The big difference is of course that you can electrify trains, as has happened in much of Europe and Asia, but not for most of Amtrak
The big difference is of course that you can electrify trains, as has happened in much of Europe and Asia, but not for most of Amtrak
One of the problems Amtrak is facing at the moment is a lack of rolling stock. The author notes that the California Zephyr was running full. It’s also running a shorter consist that it would have traditionally because of a lack of units. Increasing the length of the consist, assuming the engines can pull it, would reduce the emissions per seat. The ridership demand is there, the investment into Amtraks stock is, sadly, not.
Amtrak’s investment into rolling stock is there however it hasn’t come to fruition yet.
For short/medium haul amtrak has over 500 Siemens Venture cars (aka airo) on order with them starting service in 2026.
For long haul amtrak is in the beginning stages of selecting a manufacture to replace the superliners with expected rollout in “early 2030”
Amtrak right now is in a tricky situation which is why their running short consists even though there’s demand for longer trains. The problem is there’s a significant amount of damaged cars (63 to be expected, page 85) awaiting for repairs.

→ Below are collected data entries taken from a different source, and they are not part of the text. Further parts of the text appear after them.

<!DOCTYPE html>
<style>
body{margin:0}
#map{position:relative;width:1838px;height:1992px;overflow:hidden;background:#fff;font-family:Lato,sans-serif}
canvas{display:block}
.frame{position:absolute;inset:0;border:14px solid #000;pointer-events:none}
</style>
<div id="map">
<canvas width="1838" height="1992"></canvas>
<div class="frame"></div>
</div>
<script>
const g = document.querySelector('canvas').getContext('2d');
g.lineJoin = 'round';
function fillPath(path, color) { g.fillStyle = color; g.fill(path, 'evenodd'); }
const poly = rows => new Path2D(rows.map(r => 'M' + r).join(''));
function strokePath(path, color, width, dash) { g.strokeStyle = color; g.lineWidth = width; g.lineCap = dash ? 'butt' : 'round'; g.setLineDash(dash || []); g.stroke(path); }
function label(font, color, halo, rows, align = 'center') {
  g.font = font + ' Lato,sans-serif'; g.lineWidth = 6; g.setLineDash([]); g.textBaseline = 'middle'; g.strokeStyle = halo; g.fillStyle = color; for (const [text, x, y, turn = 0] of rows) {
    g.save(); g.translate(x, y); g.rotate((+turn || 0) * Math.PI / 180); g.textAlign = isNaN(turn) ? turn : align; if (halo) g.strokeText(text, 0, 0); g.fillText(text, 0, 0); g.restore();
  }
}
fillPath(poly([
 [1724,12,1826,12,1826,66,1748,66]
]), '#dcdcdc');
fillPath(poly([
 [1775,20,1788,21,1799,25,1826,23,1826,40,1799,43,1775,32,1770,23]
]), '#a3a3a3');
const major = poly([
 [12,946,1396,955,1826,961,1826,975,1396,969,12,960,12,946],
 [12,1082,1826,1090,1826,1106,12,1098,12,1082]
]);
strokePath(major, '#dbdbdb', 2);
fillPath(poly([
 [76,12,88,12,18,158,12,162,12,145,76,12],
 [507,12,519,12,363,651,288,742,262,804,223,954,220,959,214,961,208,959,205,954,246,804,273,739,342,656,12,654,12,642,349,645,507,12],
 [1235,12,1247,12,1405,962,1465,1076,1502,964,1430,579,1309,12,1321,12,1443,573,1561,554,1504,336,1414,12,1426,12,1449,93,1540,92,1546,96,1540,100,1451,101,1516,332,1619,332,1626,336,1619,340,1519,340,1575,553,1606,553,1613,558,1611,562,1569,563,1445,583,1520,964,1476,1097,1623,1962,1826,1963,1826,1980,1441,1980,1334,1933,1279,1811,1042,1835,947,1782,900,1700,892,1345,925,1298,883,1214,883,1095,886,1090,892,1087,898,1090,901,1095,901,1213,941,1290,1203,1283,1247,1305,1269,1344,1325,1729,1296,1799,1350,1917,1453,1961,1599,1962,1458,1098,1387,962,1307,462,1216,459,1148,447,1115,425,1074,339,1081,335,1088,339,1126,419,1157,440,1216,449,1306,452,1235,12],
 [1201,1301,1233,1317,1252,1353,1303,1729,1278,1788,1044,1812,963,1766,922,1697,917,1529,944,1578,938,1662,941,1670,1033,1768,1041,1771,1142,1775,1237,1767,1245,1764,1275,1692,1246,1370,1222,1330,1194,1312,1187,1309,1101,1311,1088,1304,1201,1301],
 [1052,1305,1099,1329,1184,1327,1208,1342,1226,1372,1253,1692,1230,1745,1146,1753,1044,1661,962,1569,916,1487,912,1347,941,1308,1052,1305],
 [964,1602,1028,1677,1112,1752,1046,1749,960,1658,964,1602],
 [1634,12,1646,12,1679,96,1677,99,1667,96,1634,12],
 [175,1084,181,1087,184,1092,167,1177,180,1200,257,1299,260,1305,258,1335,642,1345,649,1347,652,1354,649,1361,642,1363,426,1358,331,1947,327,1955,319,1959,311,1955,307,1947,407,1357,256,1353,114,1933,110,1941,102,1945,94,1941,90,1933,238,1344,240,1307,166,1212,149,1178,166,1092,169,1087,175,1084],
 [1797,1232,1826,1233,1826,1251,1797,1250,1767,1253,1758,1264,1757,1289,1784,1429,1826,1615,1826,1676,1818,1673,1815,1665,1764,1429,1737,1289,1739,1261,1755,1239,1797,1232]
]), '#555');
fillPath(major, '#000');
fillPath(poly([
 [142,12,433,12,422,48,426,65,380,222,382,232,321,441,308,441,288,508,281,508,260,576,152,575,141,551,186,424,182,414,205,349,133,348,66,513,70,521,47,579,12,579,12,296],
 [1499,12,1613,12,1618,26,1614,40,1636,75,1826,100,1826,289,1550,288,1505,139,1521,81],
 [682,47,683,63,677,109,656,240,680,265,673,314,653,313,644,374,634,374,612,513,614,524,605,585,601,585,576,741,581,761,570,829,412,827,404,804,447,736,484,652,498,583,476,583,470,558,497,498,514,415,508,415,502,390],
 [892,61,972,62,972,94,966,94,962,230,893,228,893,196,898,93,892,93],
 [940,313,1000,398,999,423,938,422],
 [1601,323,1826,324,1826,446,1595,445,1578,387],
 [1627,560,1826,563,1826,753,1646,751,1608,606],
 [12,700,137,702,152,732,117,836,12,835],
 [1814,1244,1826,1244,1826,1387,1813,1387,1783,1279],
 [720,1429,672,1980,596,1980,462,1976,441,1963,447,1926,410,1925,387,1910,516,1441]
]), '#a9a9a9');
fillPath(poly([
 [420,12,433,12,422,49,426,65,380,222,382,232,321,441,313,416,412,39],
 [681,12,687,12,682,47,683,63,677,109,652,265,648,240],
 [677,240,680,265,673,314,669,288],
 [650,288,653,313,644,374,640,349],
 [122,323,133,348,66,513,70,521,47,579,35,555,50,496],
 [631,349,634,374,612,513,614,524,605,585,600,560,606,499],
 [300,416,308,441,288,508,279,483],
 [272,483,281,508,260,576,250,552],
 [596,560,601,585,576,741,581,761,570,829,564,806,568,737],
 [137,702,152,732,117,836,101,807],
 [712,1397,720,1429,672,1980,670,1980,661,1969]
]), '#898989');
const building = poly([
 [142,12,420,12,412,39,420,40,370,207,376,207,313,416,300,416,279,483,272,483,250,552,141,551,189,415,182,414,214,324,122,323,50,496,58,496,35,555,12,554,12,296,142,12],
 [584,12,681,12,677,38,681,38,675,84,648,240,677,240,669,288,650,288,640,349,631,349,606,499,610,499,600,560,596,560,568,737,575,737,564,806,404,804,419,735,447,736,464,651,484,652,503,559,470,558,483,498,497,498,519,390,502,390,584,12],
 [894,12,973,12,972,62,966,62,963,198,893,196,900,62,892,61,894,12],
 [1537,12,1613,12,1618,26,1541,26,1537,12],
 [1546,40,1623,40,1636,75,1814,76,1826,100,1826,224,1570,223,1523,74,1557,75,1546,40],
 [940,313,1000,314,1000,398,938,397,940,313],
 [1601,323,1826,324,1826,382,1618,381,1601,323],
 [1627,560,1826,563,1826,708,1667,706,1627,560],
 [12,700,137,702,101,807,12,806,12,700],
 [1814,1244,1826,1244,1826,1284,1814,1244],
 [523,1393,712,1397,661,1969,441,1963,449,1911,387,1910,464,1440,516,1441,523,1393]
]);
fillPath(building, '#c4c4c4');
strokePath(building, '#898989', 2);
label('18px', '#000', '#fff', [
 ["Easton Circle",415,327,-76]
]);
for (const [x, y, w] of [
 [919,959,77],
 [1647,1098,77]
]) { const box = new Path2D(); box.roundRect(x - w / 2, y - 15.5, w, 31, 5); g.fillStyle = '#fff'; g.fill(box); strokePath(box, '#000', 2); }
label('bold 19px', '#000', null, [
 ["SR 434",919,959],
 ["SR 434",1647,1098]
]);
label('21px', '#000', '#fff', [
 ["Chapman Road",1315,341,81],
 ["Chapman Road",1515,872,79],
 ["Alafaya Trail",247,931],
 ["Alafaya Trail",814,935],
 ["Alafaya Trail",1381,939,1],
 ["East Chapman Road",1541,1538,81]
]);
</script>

A lot of the issue amtrak is currently facing was directly caused by Trump slashing funding for amtrak in 2020 when amtrak needed it the most leading to amtrak to furlough 2000 employees which critically included mechanical employees. When amtrak should have been using the time to catch up on their maintenance they sadly fell behind and still have yet to recover.
Thanks for the informative reply and the references. Very interesting!